|
THE COLUMNIST Send This Review to a Friend
John Lithgow is giving a powerful performance in the Manhattan Theatre Club’s presentation of “The Columnist,” David Auburn’s play focusing on the work and life of Joseph Alsop, who was once one of America’s must successful and influential newspaper columnists. He and his brother Stewart were at first a team, and than Joseph carried on the column solo as he continued his contacts among the Washington political elite. Lithgow accomplishes the feat of making his character sympathetic even though, as presented in the play, he could become a nasty person and hard-headed in his support for the Vietnam War that was increasingly recognized as a disaster.

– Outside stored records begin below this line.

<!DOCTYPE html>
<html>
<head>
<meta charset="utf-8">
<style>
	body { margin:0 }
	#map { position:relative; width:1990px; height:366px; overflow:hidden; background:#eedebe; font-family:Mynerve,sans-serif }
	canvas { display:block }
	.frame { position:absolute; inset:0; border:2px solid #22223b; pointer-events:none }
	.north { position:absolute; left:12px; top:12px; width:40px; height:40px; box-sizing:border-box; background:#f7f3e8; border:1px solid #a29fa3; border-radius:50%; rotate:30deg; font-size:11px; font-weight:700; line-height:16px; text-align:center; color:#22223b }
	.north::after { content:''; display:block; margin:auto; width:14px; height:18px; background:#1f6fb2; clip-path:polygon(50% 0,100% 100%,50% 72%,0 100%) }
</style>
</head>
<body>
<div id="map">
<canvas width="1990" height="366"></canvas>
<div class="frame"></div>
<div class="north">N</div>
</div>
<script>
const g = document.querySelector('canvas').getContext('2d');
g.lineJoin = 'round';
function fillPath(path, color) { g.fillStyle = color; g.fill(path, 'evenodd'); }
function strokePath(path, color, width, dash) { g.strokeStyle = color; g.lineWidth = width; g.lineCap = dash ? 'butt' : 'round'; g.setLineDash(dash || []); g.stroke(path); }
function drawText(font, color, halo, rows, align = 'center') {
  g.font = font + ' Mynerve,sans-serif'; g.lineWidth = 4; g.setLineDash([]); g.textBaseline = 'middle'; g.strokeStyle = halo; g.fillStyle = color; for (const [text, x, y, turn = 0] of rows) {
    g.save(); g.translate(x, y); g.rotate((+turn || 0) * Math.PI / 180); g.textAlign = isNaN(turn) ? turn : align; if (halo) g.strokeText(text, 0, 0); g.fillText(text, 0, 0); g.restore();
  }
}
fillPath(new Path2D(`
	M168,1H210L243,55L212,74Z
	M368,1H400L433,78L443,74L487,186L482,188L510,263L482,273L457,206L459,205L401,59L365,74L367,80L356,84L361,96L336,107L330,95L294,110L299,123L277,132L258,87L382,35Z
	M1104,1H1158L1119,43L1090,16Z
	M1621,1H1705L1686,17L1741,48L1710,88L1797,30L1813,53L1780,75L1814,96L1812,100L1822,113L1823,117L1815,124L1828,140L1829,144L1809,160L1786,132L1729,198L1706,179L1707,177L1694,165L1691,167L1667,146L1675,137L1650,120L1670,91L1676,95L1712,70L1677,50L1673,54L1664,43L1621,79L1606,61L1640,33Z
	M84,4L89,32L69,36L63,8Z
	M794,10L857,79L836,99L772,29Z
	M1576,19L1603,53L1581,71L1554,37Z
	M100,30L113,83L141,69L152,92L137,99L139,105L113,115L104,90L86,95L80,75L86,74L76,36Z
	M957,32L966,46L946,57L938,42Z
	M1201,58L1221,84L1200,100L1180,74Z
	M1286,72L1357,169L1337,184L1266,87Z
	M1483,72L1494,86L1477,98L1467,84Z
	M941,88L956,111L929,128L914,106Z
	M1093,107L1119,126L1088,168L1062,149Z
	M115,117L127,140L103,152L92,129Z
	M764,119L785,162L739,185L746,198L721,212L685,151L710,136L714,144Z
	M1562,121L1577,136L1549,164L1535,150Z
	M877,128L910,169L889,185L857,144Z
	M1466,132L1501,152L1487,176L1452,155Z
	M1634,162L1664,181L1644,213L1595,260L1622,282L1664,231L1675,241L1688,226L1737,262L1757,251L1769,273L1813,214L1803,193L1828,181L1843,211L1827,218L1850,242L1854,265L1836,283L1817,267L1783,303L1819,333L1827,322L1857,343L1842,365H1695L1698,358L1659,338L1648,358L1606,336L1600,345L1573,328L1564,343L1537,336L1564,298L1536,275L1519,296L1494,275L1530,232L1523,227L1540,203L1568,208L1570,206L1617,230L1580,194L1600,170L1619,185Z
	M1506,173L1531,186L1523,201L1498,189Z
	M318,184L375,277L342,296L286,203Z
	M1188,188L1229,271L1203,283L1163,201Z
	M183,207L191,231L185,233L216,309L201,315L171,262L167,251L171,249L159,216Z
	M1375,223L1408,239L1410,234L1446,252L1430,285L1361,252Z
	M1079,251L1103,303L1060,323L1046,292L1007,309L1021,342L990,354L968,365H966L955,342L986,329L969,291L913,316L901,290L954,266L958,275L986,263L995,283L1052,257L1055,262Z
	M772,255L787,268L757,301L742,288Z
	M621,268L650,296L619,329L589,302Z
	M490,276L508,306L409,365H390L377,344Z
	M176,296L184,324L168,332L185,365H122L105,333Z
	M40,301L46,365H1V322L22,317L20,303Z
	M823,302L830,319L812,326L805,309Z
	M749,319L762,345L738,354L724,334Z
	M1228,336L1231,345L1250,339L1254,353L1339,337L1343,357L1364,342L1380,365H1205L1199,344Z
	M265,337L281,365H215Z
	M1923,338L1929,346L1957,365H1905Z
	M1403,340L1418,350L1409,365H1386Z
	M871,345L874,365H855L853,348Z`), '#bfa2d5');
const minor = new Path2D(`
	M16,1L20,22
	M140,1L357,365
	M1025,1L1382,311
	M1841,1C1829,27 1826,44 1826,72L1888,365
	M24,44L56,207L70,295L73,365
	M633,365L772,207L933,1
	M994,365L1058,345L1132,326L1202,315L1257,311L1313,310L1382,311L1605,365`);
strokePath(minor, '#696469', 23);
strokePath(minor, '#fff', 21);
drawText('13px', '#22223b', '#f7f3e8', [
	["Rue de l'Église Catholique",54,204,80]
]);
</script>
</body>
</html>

The play, crisply directed by Daniel Sullivan, not only succeeds in providing a complex portrait of the protagonist, but fills us in on a bit of history of the period, which encompasses the Kennedy presidency and events thereafter. What makes the play work as an intelligent and fascinating if not overwhelming theater piece is how it deals with Alsop’s personal life and how his being gay in that era affected him in ways that night not have been the case at a later time when he might not have had to bottle up so much of himself.
The play begins bluntly with Alsop in bed after a night of sex with Andrei, a Russian man well-played, accent intact, by Brian J. Smith. Alsop thinks he has picked up a professional and can’t believe that the Russian is there just because he wanted to be with him. As it turns out later, sex photographs were circulated back home as a result of the tryst, which had been spied upon. Although the columnist takes the stance in the play that he told American officials about the photographs, it is clear that the exposure was deeply hurtful.
Margaret Colin is sympathetically convincing as Susan Mary Alsop, the woman he marries. His being a workaholic oblivious to her needs is part of the problem between them, but how he could assume she would be content, even though he told her about his homosexuality, with a marriage minus sex makes him seem selfish and callous.
Boyd Gaines, excellent as usual, portrays Stewart, who opposes his brother’s rightward drift and whom Joseph resents for not having continued as co-columnist. Grace Gummer is a charmer as Susan Mary Alsop's daughter from a former marriage, and Alsop conveys his fatherly affection for her, but is upset about the extent she allies with the young generation opposing the Vietnam War. Stephen Kunken convincingly plays rival journalist David Halberstam, an opponent of the war that Alsop defends, but, at the behest of Stewart, apparently tries to impede the circulation of the damaging photographs.
The play rests on Lithgow’s ability to convey the various shadings of Alsop’s character, even the downsides, and makes us understand the man without having to like him or his politics. The first act is mostly concerned with setting out the basics, but the second act explodes with the upheavals in Alsop’s life, making the play more dramatic and providing Lithgow the opportunity for some heavy-hitting outbursts. By the time the play has ended, Lithgow has provided a full-blooded portrait of a man all but forgotten today but someone key to the period in which he lived and wrote. At the Samuel J. Friedman Theatre, 261 West 47th Street. Phone: 212-239-6200.